Early on though, I have to think about where I am headed - if it is thick stuff that I am in, the stock 10/22 usually tags along because it is shorter and lighter (and has quicker follow up shots if needed).  Of course, it also makes me feel better knowing that I have 10rds of Velocitor in my gun with more in my pocket in case something a little bigger (ie. coyote or pig) comes along.  None have so far - but the one time I had a medium-sized dog pop out 20 yards from me while I held that bolt HM2 made me realize that I might not have much more time to react if something bigger or meaner did the same on another trip.


----------



## Incawoodsman

Ya I have a Ruger 77/17 hm2 that I will use too. I will bring along my Ruger single six loaded with 22 magnums to deal with what you described above.


----------



## shortround1

Lowjack said:


> Can You even see a squirrel at 100 Yards ?


maybe a large white phaise fox squirrel


----------



## ArmyTaco

ATLRoach said:


> Yes without a doubt.



I can see alot with my .17 and scope at 100yrds. I used to be very precise with it but slacked off of shooting it since I have been in the Army. 

Those little hollow points will tear up a squirrel though.

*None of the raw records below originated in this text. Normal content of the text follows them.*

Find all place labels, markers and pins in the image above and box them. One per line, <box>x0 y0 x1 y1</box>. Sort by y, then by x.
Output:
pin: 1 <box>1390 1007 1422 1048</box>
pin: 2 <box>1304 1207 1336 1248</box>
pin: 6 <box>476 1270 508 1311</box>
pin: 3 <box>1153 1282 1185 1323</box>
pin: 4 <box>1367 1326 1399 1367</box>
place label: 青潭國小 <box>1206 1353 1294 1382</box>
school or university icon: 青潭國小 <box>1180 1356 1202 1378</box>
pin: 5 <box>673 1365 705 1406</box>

I tagged a couple with it last time I went out and it wasnt pretty...but they did drop from high out of the trees first shot every time.


----------



## ArmyTaco

njanear said:


> Ever since picking one up, I am sold on the .17HM2 when the leaves aren't real thick (like late in the season).  That little pill just zips right out like a laser beam.
> 
> Early on though, I have to think about where I am headed - if it is thick stuff that I am in, the stock 10/22 usually tags along because it is shorter and lighter (and has quicker follow up shots if needed).  Of course, it also makes me feel better knowing that I have 10rds of Velocitor in my gun with more in my pocket in case something a little bigger (ie. coyote or pig) comes along.  None have so far - but the one time I had a medium-sized dog pop out 20 yards from me while I held that bolt HM2 made me realize that I might not have much more time to react if something bigger or meaner did the same on another trip.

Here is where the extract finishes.